The lack of data on these mysterious deep-sea sharks might be exceeded only by the exuberance elicited by a sighting. National Geographic mechanical engineer Alan Turchik couldn't help himself when, after nearly three hours of watching sand on the seafloor interrupted by just one jellyfish, a Greenland shark bumped into his remote camera and lumbered through the video frame.
The discovery came last year as part of a project documenting the marine biodiversity of Franz Josef Land—a collection of 192 islands north of the Barents Sea. Funded and led by the National Geographic Pristine Seas project, researchers published the results of their survey this month in the scientific journal Peer J. (Read more about Franz Josef Land in National Geographic magazine.)
Catching Turchik's joyful, expletive-filled reaction on film was pure luck.
Cameraman Michael Pagenkopf wanted some shots of the team members working on the boat for a film about the expedition. So he trained the lens on Turchik, who was reviewing video footage he downloaded from his remote camera after recovering it from nearly 700 feet (211 meters) down.
Just as Pagenkopf swapped his camera's battery and started filming, the picture on Turchik's screen started bouncing around. It didn't take long to hear how the engineer felt about the shark.
"I didn't even know there were sharks up there," he says.
A Deep-Sea Enigma
These sharks are a conundrum, says Greg Skomal, a senior marine fisheries scientist at Massachusetts Marine Fisheries who wasn't involved in the survey. Scientists aren't sure how long the sharks live—a hundred years is one estimate—how big they get, or even if they're predators or scavengers.
Based on the sharks' stomach contents, "they seem to be chowing down on cod, wolffish, squid, and a variety of marine mammals," says Peter Bushnell, a fisheries biologist at Indiana University South Bend. They may also be taking bites out of beluga whales.
But Greenland sharks are slow-moving, and most are nearly blind thanks to a parasite that buries itself in the animals' eyeballs. "They don't seem to have the capability to swim very fast, and yet they're taking seals," says Bushnell, a former National Geographic grantee. (See "Slow Sharks Sneak Up on Sleeping Seals (and Eat Them)?")

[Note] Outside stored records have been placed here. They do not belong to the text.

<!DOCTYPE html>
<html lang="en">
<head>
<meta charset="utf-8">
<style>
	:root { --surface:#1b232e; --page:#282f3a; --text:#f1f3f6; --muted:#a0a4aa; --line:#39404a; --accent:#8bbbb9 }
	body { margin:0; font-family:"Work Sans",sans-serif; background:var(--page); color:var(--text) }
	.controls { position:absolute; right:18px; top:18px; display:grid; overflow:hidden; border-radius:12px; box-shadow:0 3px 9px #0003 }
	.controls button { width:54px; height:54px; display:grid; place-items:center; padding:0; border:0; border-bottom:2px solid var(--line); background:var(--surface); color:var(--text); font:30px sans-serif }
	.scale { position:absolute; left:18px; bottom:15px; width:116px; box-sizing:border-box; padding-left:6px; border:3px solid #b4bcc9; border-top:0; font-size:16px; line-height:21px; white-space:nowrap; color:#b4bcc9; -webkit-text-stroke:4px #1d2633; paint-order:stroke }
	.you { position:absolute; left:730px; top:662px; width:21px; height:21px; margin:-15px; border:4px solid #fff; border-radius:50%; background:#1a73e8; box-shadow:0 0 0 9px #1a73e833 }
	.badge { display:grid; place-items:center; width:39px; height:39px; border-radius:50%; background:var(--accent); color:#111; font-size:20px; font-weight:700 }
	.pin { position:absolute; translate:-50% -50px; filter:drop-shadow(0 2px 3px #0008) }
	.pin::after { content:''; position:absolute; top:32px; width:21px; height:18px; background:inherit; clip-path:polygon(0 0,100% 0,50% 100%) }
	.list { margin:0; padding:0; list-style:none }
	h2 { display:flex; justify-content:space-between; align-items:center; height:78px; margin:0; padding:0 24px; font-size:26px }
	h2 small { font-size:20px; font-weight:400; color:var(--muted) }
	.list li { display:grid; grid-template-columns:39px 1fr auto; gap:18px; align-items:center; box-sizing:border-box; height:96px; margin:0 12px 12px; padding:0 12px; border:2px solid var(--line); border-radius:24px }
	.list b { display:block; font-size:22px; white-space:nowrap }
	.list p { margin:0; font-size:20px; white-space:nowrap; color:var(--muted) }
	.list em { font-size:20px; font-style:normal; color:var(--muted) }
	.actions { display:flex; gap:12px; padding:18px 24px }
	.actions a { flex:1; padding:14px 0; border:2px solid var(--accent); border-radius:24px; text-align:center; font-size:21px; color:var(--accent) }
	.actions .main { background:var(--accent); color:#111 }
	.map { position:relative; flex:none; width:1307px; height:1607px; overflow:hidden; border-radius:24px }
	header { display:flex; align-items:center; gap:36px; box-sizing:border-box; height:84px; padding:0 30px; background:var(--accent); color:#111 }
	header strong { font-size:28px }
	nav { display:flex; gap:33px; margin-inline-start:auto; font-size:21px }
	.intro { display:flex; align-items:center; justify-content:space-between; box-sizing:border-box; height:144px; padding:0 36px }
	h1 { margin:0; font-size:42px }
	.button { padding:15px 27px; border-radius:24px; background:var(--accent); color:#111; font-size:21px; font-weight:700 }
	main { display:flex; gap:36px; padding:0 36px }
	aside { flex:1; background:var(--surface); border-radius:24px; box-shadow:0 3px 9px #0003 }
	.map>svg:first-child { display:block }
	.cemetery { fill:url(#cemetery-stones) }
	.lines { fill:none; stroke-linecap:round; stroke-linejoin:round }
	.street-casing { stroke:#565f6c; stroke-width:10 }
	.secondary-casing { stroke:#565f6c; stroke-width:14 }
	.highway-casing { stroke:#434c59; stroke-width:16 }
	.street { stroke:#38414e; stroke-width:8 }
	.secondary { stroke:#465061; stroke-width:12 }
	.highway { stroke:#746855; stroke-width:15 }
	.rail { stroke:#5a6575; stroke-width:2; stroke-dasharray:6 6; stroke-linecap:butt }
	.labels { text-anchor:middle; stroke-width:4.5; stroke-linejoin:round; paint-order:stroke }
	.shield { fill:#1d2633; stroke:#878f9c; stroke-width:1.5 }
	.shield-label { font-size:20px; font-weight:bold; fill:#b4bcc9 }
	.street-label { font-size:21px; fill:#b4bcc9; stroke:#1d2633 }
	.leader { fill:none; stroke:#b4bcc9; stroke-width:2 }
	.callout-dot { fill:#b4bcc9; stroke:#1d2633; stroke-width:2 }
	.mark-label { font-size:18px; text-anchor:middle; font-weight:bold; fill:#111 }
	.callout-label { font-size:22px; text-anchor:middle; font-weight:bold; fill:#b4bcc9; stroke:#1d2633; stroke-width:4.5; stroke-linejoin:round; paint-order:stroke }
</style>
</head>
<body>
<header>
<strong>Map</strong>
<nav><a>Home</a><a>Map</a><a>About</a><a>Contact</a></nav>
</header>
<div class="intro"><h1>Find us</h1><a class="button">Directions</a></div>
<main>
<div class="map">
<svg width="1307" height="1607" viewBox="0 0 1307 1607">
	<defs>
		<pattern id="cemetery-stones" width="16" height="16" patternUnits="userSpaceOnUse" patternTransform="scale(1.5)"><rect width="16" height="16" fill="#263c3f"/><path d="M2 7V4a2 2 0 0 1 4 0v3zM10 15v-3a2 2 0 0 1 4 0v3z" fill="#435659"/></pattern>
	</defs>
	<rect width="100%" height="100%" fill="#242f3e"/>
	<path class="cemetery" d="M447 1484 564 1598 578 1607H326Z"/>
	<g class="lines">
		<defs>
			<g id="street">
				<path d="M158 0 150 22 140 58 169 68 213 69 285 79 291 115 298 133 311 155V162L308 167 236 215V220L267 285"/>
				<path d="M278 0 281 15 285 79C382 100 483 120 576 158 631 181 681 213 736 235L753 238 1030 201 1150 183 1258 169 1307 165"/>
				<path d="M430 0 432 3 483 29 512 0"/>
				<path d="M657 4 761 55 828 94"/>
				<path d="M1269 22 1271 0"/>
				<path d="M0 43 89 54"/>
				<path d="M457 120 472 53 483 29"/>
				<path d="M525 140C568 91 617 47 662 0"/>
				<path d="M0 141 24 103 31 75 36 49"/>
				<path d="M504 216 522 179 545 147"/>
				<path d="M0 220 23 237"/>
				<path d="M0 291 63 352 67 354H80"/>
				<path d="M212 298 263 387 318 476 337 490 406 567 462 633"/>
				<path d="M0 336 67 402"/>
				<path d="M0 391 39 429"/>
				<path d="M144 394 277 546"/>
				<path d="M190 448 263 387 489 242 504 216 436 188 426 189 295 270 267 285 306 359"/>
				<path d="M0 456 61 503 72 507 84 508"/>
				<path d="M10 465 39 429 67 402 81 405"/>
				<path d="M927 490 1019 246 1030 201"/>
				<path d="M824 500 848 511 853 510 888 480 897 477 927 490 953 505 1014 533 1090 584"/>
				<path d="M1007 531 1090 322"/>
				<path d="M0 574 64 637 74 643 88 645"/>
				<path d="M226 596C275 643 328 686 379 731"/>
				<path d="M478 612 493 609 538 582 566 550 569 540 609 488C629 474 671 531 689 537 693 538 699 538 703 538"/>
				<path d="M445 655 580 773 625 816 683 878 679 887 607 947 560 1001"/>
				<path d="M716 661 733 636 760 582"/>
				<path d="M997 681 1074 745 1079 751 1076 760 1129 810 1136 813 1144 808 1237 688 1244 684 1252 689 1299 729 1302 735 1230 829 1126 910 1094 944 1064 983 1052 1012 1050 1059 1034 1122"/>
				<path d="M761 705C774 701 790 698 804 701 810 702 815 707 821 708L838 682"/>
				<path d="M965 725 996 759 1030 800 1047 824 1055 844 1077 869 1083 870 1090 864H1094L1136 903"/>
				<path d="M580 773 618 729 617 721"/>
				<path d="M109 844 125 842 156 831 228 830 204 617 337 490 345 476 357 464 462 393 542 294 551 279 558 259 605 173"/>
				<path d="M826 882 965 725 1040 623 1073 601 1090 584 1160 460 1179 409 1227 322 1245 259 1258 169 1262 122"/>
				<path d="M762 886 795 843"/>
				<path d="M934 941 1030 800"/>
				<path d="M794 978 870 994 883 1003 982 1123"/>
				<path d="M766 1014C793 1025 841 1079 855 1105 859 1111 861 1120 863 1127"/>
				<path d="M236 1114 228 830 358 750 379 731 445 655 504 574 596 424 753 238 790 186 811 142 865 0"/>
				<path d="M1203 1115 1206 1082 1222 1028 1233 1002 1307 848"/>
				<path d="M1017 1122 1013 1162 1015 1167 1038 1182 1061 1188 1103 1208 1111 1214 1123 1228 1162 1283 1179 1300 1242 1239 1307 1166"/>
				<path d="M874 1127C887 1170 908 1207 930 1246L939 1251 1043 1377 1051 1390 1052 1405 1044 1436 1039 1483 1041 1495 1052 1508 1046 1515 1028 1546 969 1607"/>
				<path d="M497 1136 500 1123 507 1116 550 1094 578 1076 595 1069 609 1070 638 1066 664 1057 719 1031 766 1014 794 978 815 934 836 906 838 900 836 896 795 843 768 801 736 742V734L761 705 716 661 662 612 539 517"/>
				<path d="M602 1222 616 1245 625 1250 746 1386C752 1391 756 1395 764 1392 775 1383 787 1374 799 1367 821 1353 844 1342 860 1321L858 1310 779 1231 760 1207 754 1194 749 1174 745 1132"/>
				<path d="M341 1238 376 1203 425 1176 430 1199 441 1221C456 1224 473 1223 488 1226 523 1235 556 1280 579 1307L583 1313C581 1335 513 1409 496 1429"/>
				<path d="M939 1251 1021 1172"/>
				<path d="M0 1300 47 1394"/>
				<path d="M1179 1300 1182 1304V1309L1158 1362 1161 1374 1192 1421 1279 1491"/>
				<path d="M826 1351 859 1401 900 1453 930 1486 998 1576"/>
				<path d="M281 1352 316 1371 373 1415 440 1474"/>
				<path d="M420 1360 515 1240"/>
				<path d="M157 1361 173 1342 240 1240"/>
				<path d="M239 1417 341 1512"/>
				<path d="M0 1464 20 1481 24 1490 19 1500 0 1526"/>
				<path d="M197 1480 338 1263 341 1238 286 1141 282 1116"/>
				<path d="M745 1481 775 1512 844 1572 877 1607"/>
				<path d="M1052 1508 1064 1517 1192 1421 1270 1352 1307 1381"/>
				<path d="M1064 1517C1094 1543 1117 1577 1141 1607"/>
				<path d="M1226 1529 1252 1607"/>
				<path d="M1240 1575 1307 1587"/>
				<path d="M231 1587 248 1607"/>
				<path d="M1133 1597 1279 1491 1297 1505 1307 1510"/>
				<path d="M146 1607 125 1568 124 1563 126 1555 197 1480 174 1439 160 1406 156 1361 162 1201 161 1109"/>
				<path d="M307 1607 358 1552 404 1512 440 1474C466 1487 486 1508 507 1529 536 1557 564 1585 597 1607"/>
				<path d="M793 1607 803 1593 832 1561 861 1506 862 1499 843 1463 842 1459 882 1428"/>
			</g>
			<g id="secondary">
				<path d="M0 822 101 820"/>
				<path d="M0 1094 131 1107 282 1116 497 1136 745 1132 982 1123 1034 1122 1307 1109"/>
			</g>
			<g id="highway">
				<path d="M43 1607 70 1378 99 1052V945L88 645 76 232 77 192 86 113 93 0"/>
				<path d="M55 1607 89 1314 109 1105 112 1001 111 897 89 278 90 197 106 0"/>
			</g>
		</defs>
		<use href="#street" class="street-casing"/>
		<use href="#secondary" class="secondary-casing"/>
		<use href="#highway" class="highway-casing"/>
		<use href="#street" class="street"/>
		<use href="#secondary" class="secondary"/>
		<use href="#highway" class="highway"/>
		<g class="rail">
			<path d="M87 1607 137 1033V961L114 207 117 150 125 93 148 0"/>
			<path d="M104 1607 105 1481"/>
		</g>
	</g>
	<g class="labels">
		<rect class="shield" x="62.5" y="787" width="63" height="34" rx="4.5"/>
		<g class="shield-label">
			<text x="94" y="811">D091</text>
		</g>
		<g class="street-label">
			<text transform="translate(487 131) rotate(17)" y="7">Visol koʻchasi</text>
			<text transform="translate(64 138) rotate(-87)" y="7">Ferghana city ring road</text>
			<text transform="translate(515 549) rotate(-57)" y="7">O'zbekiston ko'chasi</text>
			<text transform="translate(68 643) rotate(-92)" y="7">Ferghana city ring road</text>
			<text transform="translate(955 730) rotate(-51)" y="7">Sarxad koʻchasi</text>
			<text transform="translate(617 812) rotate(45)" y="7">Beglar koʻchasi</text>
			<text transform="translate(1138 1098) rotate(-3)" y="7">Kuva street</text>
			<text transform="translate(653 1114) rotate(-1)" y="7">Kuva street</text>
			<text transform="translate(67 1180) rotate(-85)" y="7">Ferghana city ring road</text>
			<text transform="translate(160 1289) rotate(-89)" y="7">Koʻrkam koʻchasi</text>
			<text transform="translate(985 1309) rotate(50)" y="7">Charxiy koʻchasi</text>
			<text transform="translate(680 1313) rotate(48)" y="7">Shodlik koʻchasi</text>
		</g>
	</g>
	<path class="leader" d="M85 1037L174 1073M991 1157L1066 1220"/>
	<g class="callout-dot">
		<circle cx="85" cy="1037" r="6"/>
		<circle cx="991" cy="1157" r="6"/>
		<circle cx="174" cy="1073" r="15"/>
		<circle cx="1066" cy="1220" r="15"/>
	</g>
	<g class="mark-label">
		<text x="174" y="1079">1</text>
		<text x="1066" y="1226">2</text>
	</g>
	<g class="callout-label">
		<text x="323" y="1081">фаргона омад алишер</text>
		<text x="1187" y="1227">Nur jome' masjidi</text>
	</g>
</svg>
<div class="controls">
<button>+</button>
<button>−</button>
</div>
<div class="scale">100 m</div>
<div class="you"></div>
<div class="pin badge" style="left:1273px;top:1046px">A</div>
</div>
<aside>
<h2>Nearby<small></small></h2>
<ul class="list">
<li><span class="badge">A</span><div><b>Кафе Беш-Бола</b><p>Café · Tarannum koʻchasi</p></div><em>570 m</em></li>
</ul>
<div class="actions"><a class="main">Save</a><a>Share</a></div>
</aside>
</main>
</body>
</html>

If the sharks were scavengers, scientists would expect to find a tiny kind of crustacean called an amphipod—which feeds on dead animals—in their stomachs, Bushnell explains.
But the fisheries biologist found virtually no amphipods in the Greenland shark stomach contents he's examined. The contradiction of such a slow-moving, mostly blind animal catching live prey such as seals has left fish biologists scratching their heads.

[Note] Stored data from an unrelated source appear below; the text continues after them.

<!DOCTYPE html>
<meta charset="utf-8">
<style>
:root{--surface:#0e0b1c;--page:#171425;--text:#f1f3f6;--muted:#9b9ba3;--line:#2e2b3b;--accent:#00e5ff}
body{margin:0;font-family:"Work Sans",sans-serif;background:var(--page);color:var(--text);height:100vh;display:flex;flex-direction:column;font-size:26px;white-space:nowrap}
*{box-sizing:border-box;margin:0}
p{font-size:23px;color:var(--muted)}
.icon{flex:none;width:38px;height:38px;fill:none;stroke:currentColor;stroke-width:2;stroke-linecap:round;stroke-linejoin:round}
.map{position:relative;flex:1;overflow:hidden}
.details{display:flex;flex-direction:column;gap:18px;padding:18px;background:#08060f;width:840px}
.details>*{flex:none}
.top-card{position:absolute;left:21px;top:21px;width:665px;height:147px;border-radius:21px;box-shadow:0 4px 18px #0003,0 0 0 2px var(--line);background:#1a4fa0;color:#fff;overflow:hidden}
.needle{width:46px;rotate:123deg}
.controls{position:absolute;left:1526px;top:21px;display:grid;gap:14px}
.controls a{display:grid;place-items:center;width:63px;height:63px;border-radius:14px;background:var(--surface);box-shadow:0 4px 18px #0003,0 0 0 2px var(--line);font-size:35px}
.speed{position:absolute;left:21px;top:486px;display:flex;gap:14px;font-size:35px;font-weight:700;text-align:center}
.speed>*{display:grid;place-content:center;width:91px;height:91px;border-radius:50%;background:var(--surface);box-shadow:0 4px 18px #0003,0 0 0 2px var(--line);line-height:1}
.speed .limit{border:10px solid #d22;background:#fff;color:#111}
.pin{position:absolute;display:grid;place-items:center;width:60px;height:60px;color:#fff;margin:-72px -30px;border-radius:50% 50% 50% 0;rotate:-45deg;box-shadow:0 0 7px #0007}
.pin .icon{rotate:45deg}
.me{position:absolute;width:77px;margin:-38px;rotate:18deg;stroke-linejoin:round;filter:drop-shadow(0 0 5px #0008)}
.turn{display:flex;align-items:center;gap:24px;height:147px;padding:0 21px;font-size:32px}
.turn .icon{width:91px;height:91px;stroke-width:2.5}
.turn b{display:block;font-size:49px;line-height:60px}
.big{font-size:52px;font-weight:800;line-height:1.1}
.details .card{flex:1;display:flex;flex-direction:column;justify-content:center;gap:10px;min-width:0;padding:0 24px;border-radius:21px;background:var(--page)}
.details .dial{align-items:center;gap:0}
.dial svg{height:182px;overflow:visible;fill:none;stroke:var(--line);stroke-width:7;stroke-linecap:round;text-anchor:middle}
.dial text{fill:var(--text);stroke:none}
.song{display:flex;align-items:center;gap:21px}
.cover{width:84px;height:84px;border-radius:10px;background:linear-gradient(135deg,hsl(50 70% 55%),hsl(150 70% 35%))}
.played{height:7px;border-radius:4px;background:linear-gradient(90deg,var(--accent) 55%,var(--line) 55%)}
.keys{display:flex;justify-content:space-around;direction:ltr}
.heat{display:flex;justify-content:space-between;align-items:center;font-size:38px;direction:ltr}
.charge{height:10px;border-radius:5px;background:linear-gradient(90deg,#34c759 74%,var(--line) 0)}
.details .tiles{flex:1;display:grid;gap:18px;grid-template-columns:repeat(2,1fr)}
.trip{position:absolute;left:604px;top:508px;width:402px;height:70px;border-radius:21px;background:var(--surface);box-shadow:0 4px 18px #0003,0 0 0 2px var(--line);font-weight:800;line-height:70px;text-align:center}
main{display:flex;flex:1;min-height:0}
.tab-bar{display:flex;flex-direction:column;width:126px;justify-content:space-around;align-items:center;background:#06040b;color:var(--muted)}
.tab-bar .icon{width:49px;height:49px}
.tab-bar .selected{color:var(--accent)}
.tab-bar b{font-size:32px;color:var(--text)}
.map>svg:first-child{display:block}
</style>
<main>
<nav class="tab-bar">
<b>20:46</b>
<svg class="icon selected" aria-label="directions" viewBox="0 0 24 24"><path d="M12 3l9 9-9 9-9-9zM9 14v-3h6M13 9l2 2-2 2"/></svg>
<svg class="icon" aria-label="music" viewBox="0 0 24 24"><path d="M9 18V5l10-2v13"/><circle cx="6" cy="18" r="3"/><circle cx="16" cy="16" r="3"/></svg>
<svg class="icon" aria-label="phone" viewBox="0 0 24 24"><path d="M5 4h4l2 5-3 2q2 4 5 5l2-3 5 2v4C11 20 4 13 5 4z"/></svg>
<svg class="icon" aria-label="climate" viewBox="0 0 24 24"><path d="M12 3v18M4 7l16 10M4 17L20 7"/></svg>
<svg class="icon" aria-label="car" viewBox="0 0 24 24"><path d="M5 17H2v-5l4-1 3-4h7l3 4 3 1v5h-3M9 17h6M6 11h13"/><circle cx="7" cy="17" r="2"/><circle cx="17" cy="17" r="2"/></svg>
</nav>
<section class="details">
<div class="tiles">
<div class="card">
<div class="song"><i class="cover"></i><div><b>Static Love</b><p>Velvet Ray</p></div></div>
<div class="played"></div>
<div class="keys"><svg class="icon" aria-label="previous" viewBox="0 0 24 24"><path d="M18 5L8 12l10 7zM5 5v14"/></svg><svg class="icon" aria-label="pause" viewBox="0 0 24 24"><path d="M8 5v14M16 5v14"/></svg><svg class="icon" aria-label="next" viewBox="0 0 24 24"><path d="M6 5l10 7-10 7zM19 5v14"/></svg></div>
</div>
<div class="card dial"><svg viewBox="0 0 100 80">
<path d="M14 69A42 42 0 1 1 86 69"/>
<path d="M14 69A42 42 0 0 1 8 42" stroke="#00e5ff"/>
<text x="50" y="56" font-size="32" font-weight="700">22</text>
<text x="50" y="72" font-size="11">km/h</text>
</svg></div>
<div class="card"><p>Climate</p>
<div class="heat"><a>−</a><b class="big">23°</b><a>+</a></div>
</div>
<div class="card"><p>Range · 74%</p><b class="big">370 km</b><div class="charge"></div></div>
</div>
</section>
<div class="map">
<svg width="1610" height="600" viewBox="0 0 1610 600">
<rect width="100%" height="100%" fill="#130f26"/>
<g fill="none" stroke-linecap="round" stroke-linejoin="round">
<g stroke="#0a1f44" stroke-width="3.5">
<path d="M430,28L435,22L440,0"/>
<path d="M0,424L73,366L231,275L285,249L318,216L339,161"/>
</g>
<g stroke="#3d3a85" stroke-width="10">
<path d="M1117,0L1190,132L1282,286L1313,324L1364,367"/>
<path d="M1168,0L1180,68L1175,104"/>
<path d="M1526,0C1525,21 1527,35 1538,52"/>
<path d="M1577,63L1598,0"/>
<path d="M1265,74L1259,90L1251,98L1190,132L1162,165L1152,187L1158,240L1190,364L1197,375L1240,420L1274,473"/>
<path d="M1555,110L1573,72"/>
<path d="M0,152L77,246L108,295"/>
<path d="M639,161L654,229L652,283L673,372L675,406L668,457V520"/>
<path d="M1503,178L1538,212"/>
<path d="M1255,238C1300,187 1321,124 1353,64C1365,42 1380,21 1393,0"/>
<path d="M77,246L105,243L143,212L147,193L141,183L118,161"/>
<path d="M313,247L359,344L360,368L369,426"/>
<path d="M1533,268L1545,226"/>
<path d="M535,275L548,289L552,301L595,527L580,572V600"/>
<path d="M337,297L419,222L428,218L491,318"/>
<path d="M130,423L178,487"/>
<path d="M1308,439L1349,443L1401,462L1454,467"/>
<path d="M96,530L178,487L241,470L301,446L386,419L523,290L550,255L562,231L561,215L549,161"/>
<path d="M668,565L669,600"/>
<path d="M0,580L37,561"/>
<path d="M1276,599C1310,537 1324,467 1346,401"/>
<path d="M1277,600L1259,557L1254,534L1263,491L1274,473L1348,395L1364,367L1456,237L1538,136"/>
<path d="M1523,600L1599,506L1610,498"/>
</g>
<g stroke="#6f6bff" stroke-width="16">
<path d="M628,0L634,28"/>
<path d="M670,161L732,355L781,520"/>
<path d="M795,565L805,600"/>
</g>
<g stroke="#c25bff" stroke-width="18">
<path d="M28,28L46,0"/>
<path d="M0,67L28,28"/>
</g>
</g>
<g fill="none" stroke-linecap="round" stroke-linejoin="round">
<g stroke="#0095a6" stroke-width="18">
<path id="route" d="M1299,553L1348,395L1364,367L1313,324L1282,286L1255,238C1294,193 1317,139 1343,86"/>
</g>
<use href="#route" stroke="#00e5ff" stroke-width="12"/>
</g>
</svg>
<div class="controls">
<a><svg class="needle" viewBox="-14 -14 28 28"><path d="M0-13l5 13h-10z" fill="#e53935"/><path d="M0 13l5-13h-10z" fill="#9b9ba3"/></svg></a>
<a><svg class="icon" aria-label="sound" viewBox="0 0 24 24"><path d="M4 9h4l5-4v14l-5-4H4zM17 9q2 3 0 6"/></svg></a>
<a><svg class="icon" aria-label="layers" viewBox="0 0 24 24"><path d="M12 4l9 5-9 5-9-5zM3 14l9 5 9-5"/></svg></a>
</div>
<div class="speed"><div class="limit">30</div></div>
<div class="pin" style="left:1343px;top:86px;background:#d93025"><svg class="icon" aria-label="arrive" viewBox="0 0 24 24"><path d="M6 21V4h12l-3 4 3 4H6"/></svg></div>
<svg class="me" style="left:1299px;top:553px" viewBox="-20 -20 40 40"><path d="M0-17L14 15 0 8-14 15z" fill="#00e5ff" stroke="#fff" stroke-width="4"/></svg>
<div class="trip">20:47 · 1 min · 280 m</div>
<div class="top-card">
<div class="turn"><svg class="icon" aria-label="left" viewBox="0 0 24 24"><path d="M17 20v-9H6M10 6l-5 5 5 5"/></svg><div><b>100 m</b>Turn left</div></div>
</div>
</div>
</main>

One reason so little is known about one of the largest shark species on Earth—like where they occur—is because there's no commercial fishery for them, Bushnell says. "If [people are] not fishing for them, they're not going to find out where they are."
There was a brief period in the 1930s when people caught Greenland sharks for the oil in their livers, but that market dried up once synthetic oils came along. And there's no market for the meat because it's potentially toxic.
Greenland sharks have a high concentration of a chemical called TMAO, which stabilizes proteins in their blood, Bushnell says. That chemical, however, if ingested in large enough quantities, can cause a host of problems.
Sled dogs fed Greenland shark meat exhibited symptoms including stumbling, vomiting, convulsions, and explosive diarrhea.
The chemical is not unique to Greenland sharks, but why their flesh causes such problems while other shark meat doesn't is a mystery.
In fact, "almost anything you ask me I'll probably have trouble [answering]," says Massachusetts Marine Fisheries' Skomal. Where Greenland sharks give birth, how big they are when they're born, or how large they grow are all unknown. "These are really basic questions about an animal that we know virtually nothing about."